“Un aplauso para Luis Echeverría que nos va a mandar 300 camiones de pasajeros para el regreso… a todo dar el chavo ese”, fue uno de los mensajes que se dijeron en los altavoces del Festival de Avándaro en septiembre de 1972 cuando la falta de organización amenazaba con colapsar el evento masivo, el cual, pese a las peores predicciones, no colapsó.

Luis Echeverría Álvarez, presidente de México de 1970 a 1976 y que falleció este 8 de julio, lejos estaba de ser un “chavo”; sus actos demuestran que fue enemigo declarado de todo crítico y tampoco fue “a todo dar”; por el contrario, su talante fue el del autoritarismo, la represión y la cooptación.

Autoritarismo, represión y cooptación. El “chavo” Echeverría era un hipócrita que pagó las flores que le dieron el festival de Avándaro exiliando al rock de todos los medios, con lo que reprimió una cultura en ascenso. Según cuenta Federico Arana en su opus “Guaraches de Ante Azul”, su Secretaría de Gobernación castigó a quienes por Radio Juventud habían transmitido el concierto bajo el argumento de haber violado la Ley Federal de Radio y Televisión y después prohibió grabar a bandas como Tinta Blanca o División del Norte.

No era fobia al rock en particular, era su repulsión a todo lo que cuestionara el caduco sistema político mexicano, que empezaba a dar señales de agotamiento.

Echeverría fue señalado como uno de los responsables de la matanza en Tlatelolco en 1968 y muchos jóvenes desengañados del México institucional optaron por irse a la sierra a hacer la revolución a la Revolución Mexicana. Entonces se desencadena uno de los episodios más oscuros de la historia mexicana conocida como la Guerra Sucia, en donde se desaparece sistemáticamente a los opositores.

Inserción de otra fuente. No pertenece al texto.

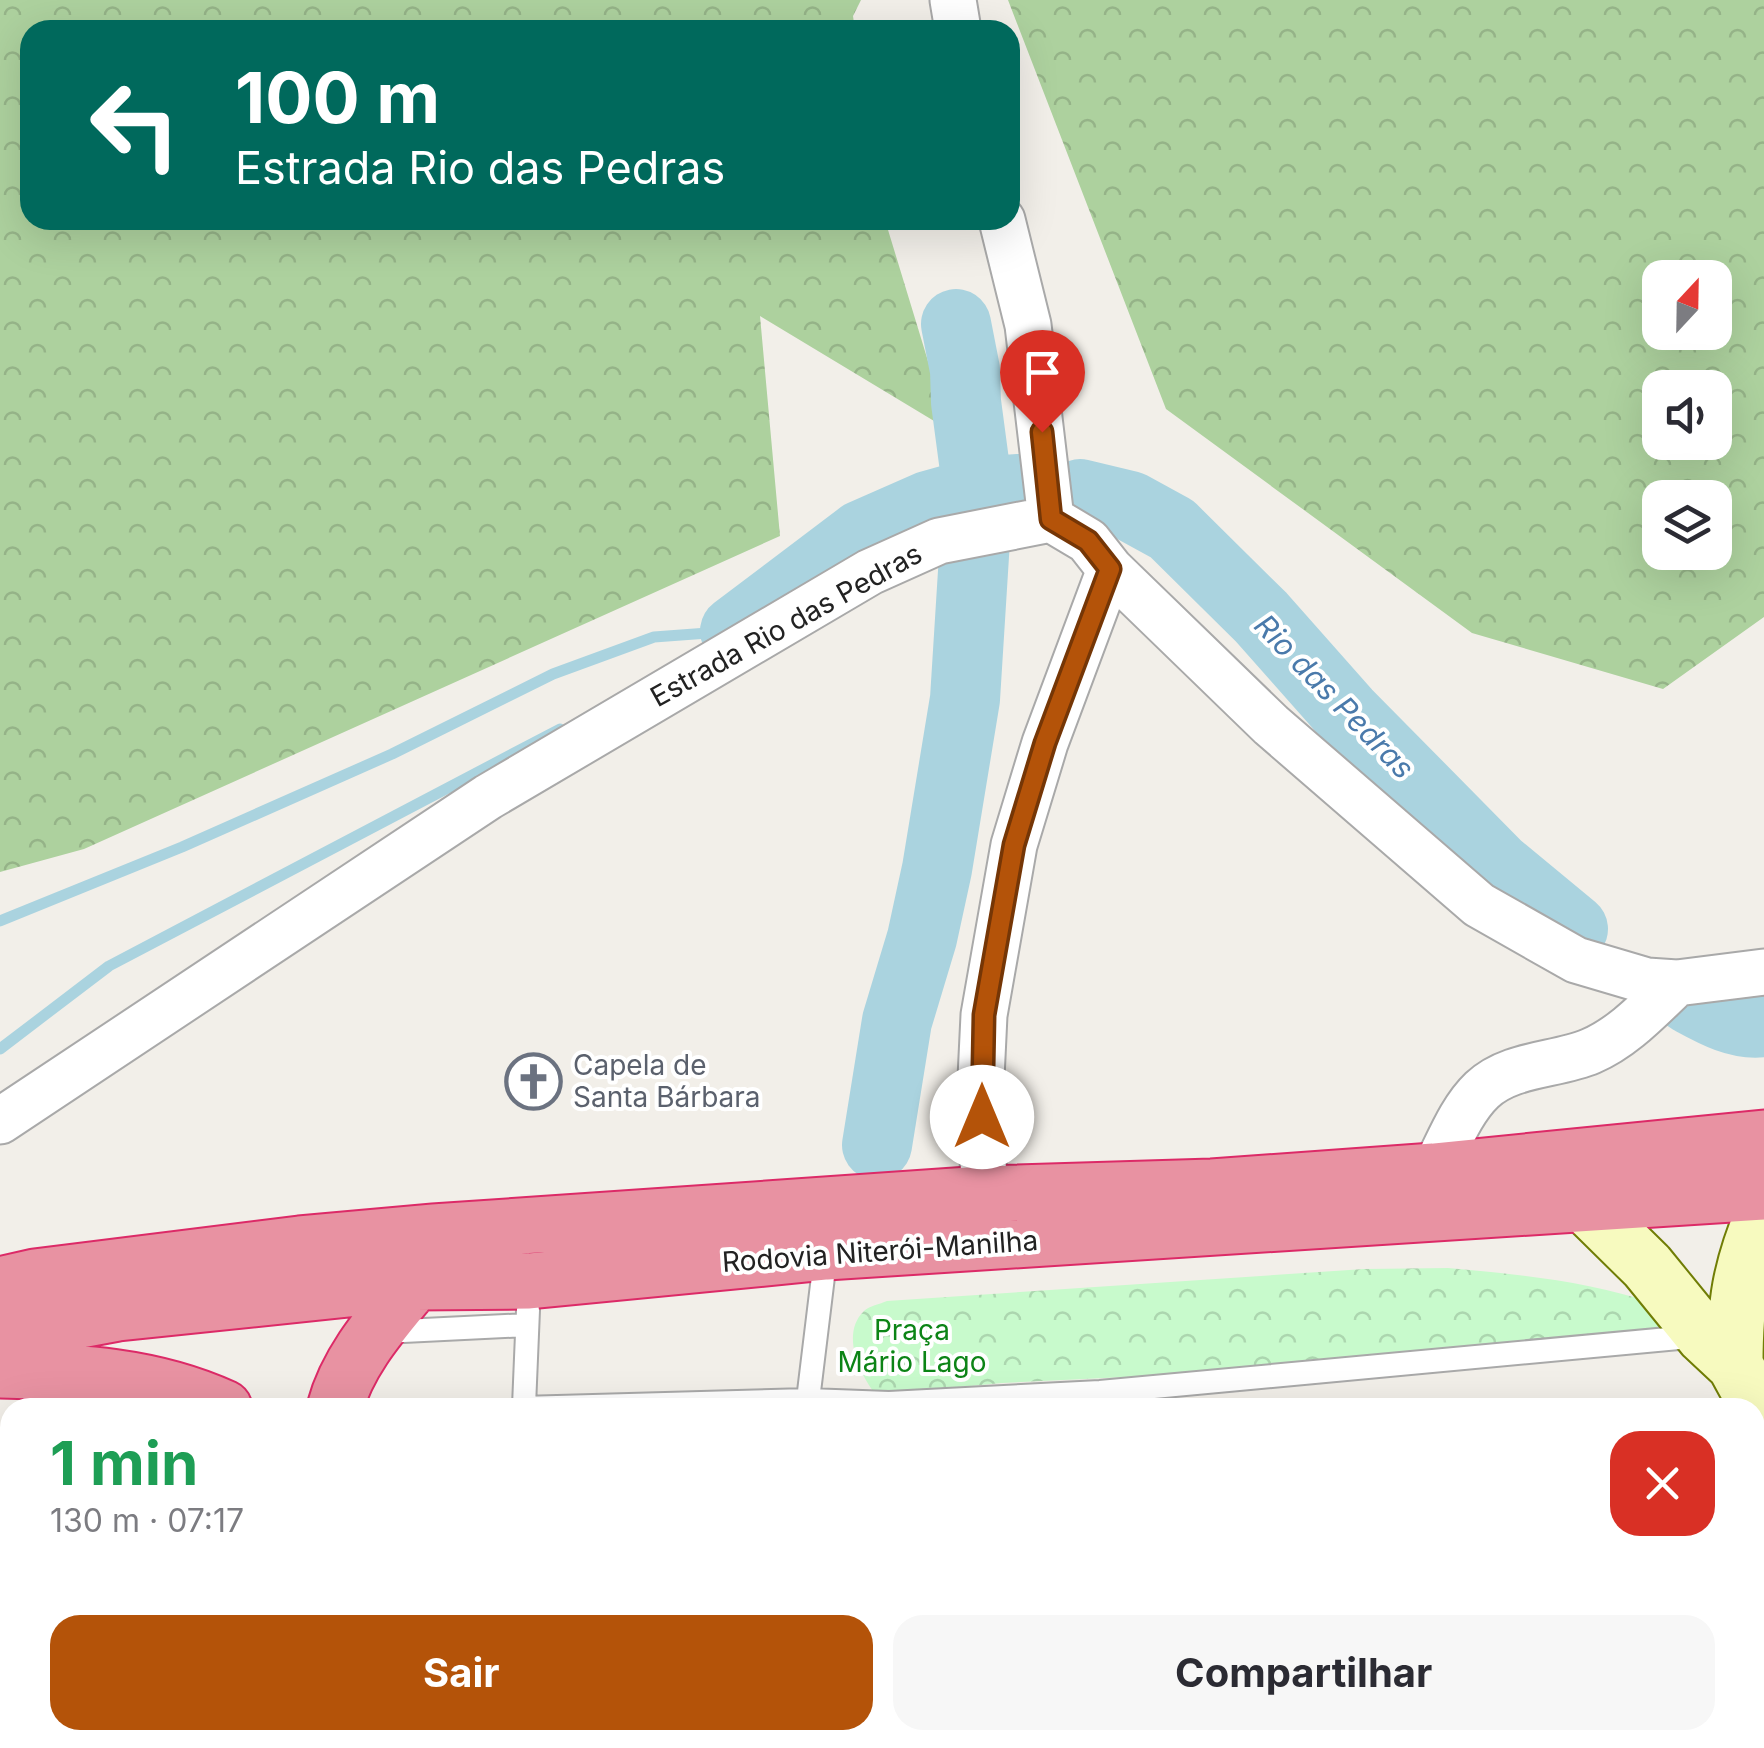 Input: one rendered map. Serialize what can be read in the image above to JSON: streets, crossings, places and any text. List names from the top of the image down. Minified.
{"streets":{"highway":["Rodovia Niterói-Manilha"],"street":["Estrada Rio das Pedras"]},"water":["Rio das Pedras"],"parks":["Praça Mário Lago"],"places":{"church":["Capela de Santa Bárbara"]},"north":"top","page":{"turn":["100 m","Estrada Rio das Pedras"],"heading":["1 min","130 m · 07:17"],"buttons":["Sair","Compartilhar"]}} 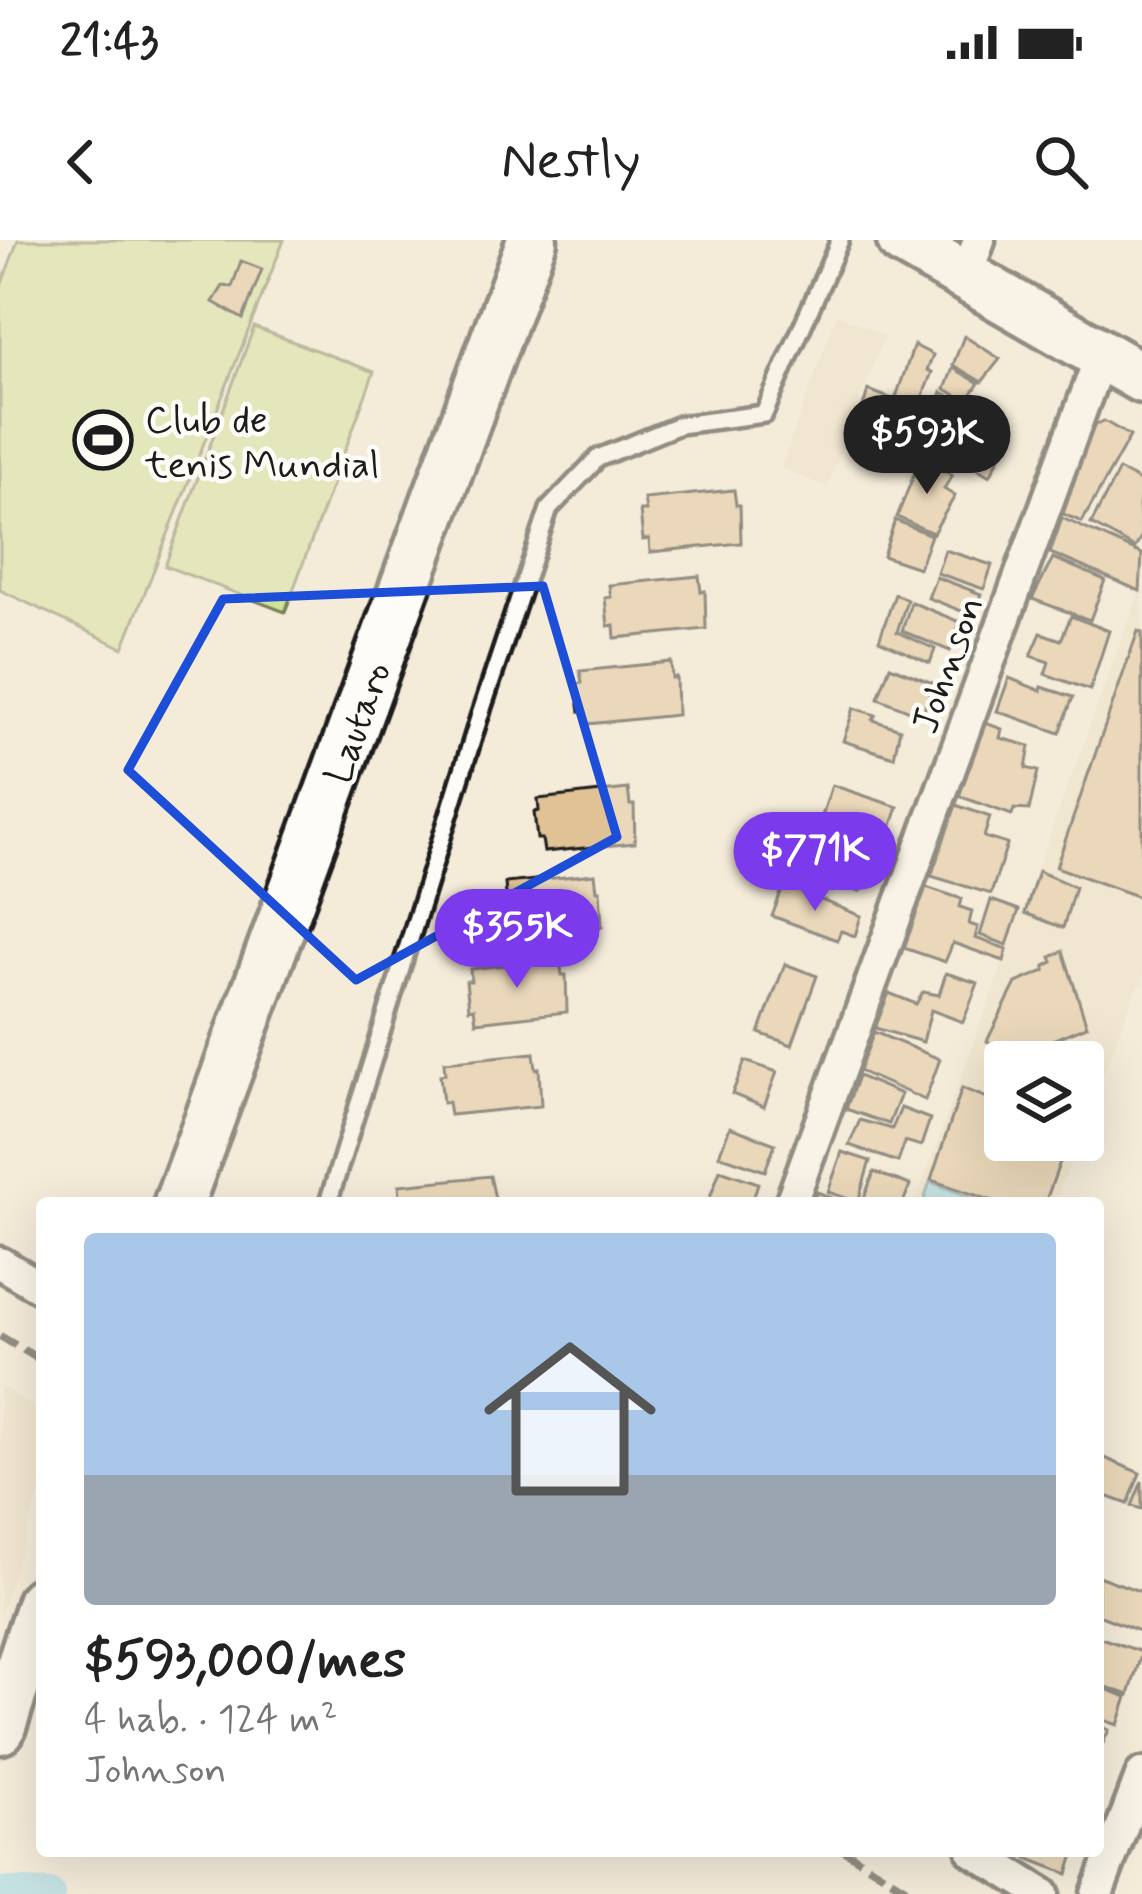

El “halconazo” de 1972 sería un episodio más de esta guerra sucia que el Estado hizo contra quienes no encontraron una vía en las urnas para buscar un cambio y tuvieron que optar por las armas.

Hipócrita, Echeverría mantenía un discurso pseudoizquierdista mientras reprimía a los guerrilleros mexicanos con la complicidad del dictador cubano Fidel Castro y, además, se pretendía erigir como líder del entonces llamado Tercer Mundo para confrontar a EUA y la URSS pero que siempre buscó la complacencia de Washington.

Para lavar la sangre derramada en Tlatelolco, Echeverría quiso cooptar a todos los universitarios y la crema de la intelectualidad mexicana dotándolos de recursos y prebendas. En esta lógica de cooptación, a nuestra UAQ se le dio el espacio en derredor del Cerro de las Campanas para construir el Centro Universitario.

Pero eso no hizo callar la conciencia crítica de los universitarios del país: en 1975, en la inauguración del ciclo escolar de la UNAM en 1975, una piedra dio directo en la calva del presidente Echeverría, quizás, esa deba ser la imagen que defina su sexenio.

En su funeral, no hubo un aplauso para el “chavo” Echeverría. Y, aunque la verdad legal lo exoneró de la masacre de Tlatelolco, aún le espera el verdadero juicio de la historia, que esperemos sea otra pedrada.